Garlic Scape Pesto Pizza
makes two medium pizzas

garlic scape pesto
1 bunch garlic scapes
1/2 cup whole almonds, toasted
1/2 cup olive oil
salt to taste

pizza dough
1 1/2 tsp yeast
1 cup warm water
1 tsp salt 
1 Tbsp olive oil
1/4 cup medium or course ground corn meal
2 cups all purpose white flour
1 cup whole wheat flour (I used red fife from Lonesome Whistle Farm)

topping suggestions
~4 ounces fresh mozzarella cheese
~4 ounces crumbled feta cheese 
sauteed asparagus spears
sauteed zucchini and diced ham

1.  At least two and a half hours ahead, prepare the pizza dough. In a large mixing bowl, mix the yeast and 1/4 cup warm water and allow to sit for a few minutes until it foams up. Mix in the olive oil, salt, and corn meal. Mix in the remaining ingredients, alternating between the flour and water. You may need a little more or less of the water or flour, depending on ambient moisture. When combined, turn the dough onto a work surface (I like to use a large silicone mat for easy clean up) and knead for several minutes until the dough is satisfyingly elastic. Transfer the dough to a lightly oiled bowl, or if using, loosely wrap the dough in the silicone mat and transfer it right back into the dough mixing bowl. Allow the dough to rise until it has doubled in bulk for a coupe of hours. You can also make this dough in the morning and let it rise in the refrigerator during the day and it will be ready at dinnertime.
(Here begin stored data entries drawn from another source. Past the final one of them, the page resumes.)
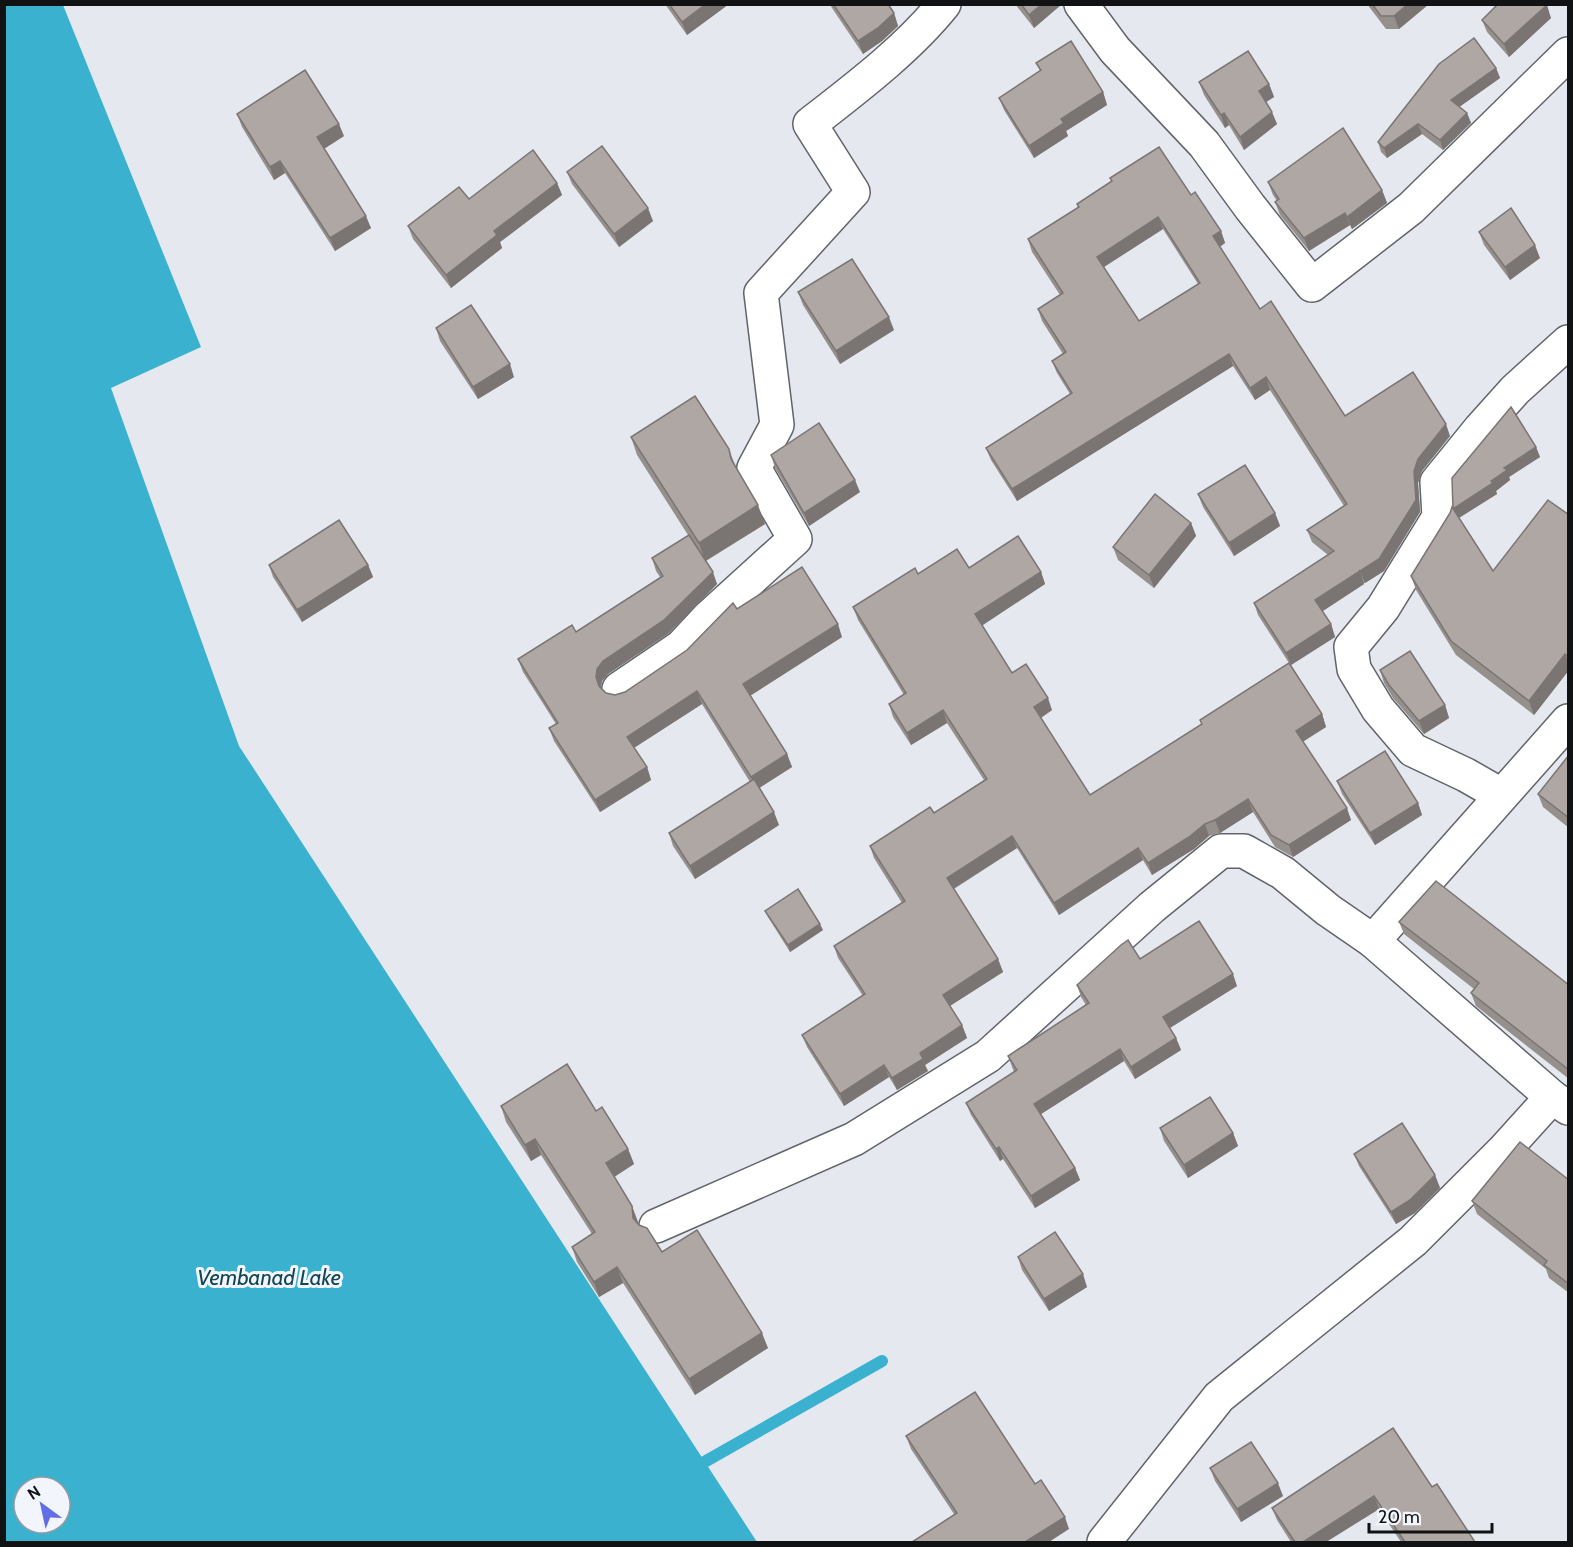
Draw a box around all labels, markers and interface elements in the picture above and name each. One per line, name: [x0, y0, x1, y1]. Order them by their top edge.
water label: Vembanad Lake: [197, 1264, 341, 1291]
north arrow: [12, 1475, 72, 1535]
text: N: [24, 1482, 44, 1504]
scale bar: [1369, 1496, 1492, 1534]
text: 20 m: [1378, 1506, 1420, 1528]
2. Prepare the garlic scape pesto. In a toaster oven or on the stovetop in a dry skillet, toast the almonds until fragrant. Place in a food processor. Coarsely chop the garlic scapes and add these to the food processor, as well as the olive oil and a generous pinch of salt. Process until you have a fairly smooth, bright green paste. Taste and add more salt or olive oil as desired. Reserve.
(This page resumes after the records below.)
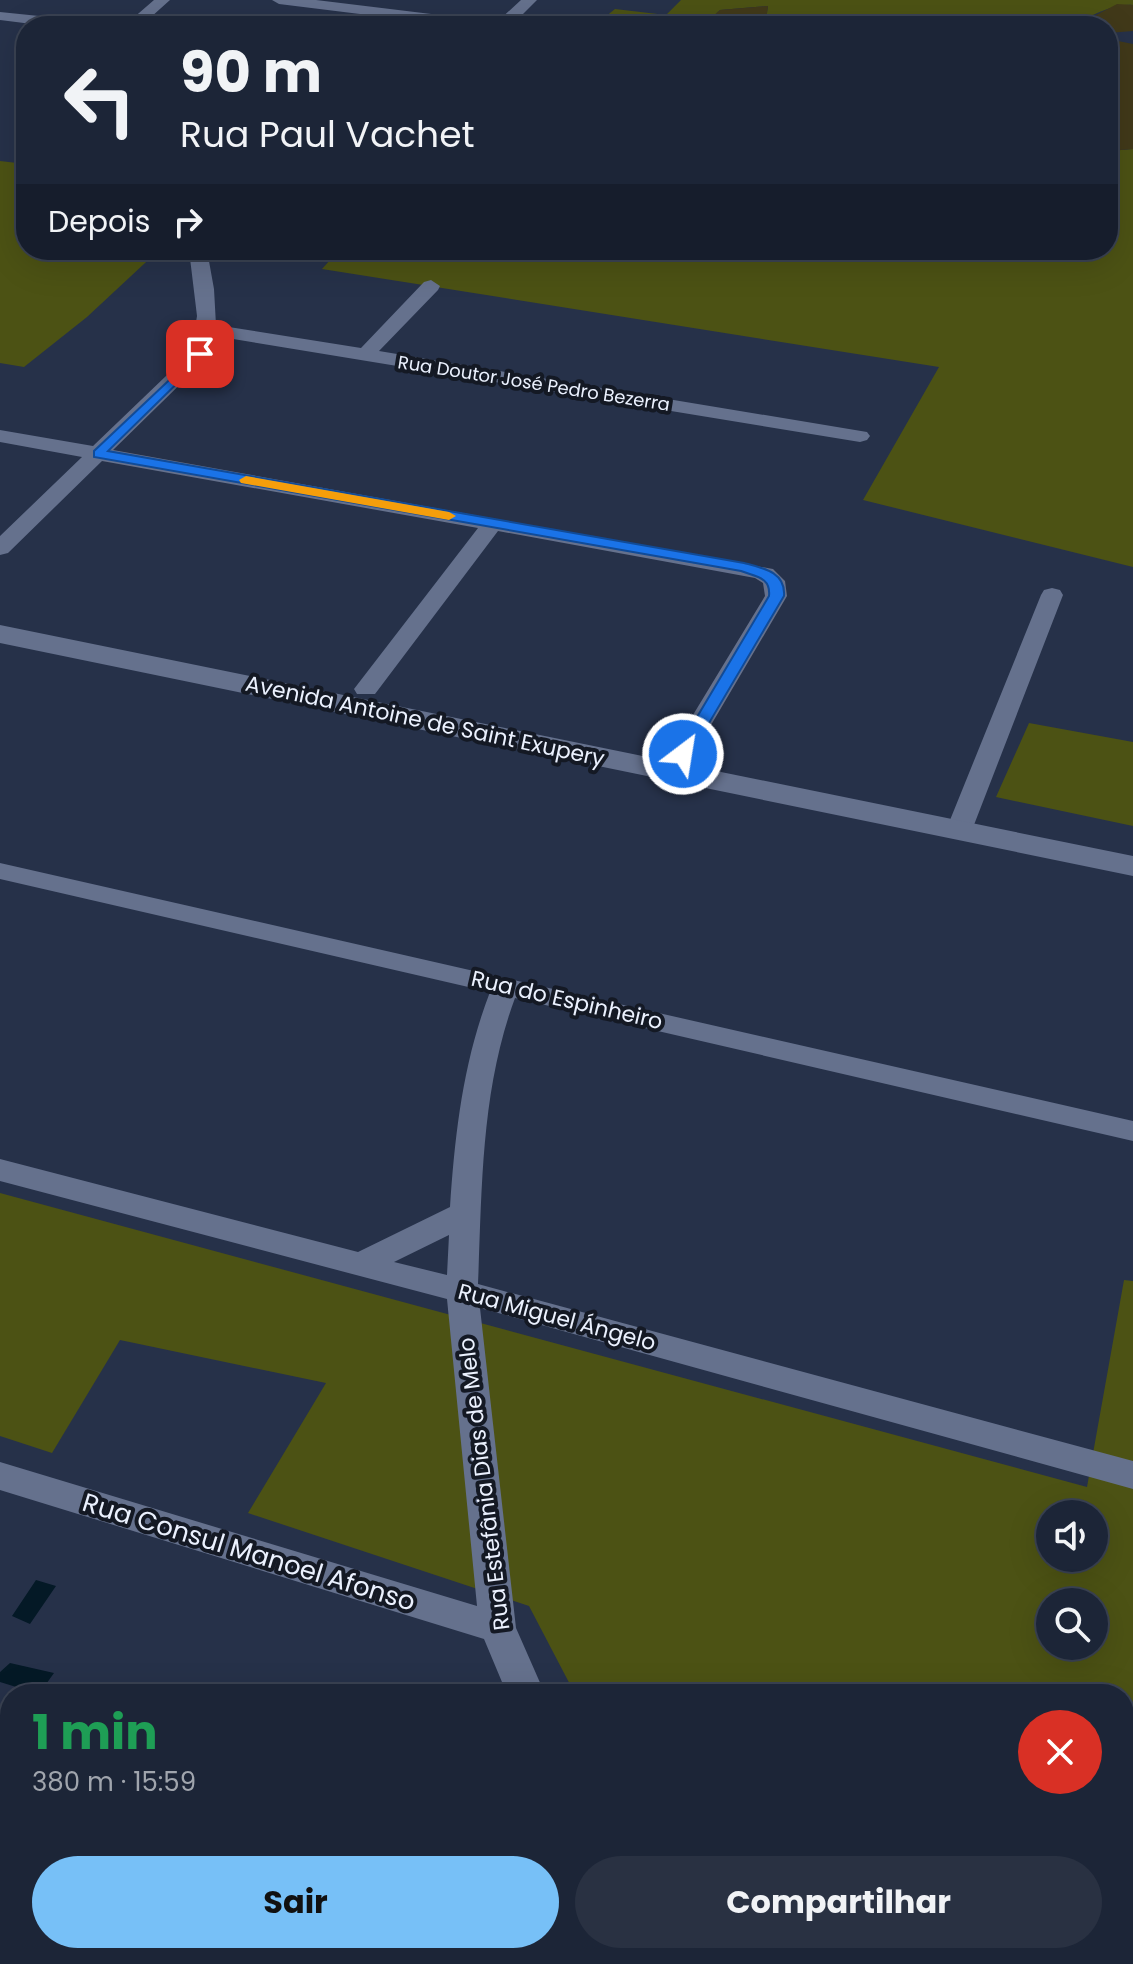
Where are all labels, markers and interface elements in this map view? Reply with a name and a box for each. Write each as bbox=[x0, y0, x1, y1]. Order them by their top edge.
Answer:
text: 90 m bbox=[180, 33, 322, 112]
icon: left bbox=[48, 48, 152, 152]
text: Rua Paul Vachet bbox=[180, 109, 475, 160]
text: Depois bbox=[48, 200, 150, 243]
icon: right bbox=[166, 200, 210, 244]
pin bbox=[166, 320, 234, 388]
icon: arrive bbox=[178, 332, 222, 376]
street label: Rua Doutor José Pedro Bezerra bbox=[396, 349, 672, 417]
street label: Avenida Antoine de Saint Exupery bbox=[243, 668, 608, 774]
position arrow bbox=[641, 712, 725, 796]
street label: Rua do Espinheiro bbox=[468, 963, 666, 1037]
street label: Rua Miguel Ángelo bbox=[455, 1276, 659, 1358]
street label: Rua Estefânia Dias de Melo bbox=[451, 1336, 517, 1632]
street label: Rua Consul Manoel Afonso bbox=[78, 1484, 420, 1620]
map controls bbox=[1036, 1500, 1108, 1660]
button: sound bbox=[1036, 1500, 1108, 1572]
button: search bbox=[1036, 1588, 1108, 1660]
text: 1 min bbox=[32, 1699, 158, 1766]
button: close bbox=[1018, 1710, 1102, 1794]
text: 380 m · 15:59 bbox=[32, 1764, 196, 1800]
button: Sair bbox=[32, 1856, 559, 1948]
button: Compartilhar bbox=[575, 1856, 1102, 1948]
3. Prepare toppings. Snap the hard ends off the asparagus spears and cut into 1 inch long pieces. Heat a skillet over medium high heat. Add a splash of olive oil and saute the asparagus with a pinch of salt for a few minutes until they are bright green and have started to soften. Reserve. Slice the zucchini in half moons and dice ham. Saute together with a little olive oil until the zucchini have just started to brown. Reserve. Dice the feta cheese and slice the mozzarella.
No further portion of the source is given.